Voice catalog

storyvox ships two local voice families, with an optional cloud backend wired in for users who want studio-grade narration on slow devices:

Local voices run in-process via the VoxSherpa-TTS :engine-lib AAR, which wraps k2-fsa/sherpa-onnx for inference. No second APK, no system-TTS handoff, no per-character billing.

Quality tiers (Piper)

Piper voices ship in three quality tiers from the upstream vits-piper-* models:

Tier Approx. download Synthesis speed Notes
low ~14 MB Fastest Best for very slow devices; some artifacting on long sentences.
medium ~22 MB Mid Default tier. Good balance.
high ~28 MB Slowest Most natural prosody; can run below realtime on Helio P22T-class chips (see Performance modes on the wiki).
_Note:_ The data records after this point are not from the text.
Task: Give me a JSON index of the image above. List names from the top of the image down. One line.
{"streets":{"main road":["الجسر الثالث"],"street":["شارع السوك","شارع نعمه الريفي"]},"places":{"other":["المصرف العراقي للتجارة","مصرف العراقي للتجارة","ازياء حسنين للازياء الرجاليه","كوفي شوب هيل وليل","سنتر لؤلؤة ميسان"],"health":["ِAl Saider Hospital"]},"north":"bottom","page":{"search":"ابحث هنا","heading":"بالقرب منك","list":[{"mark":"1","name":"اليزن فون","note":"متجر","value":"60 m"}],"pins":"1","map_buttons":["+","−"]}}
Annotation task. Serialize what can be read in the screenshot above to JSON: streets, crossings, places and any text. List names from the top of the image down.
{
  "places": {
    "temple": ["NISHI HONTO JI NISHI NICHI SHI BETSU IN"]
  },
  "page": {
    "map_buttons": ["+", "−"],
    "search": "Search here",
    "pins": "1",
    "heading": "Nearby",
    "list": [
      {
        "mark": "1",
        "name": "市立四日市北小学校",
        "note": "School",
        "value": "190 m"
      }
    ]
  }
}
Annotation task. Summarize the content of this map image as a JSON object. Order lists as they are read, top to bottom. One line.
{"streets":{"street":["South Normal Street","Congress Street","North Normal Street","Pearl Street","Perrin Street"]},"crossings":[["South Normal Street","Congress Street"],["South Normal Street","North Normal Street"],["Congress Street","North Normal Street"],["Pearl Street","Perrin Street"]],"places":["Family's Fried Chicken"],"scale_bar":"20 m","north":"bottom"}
Voice tiers are independent of speaker — pick the speaker first, then the tier you can afford.

Where voices live

Model weights are not bundled in the APK (they'd add 1+ GB). They download on demand from the voices-v2 GitHub release on techempower-org/VoxSherpa-TTS. Each Piper voice ships as {lang}-{voice}-{quality}.onnx plus a .tokens.txt sidecar. Kokoro ships as kokoro-model.onnx + kokoro-voices.bin + kokoro-tokens.txt.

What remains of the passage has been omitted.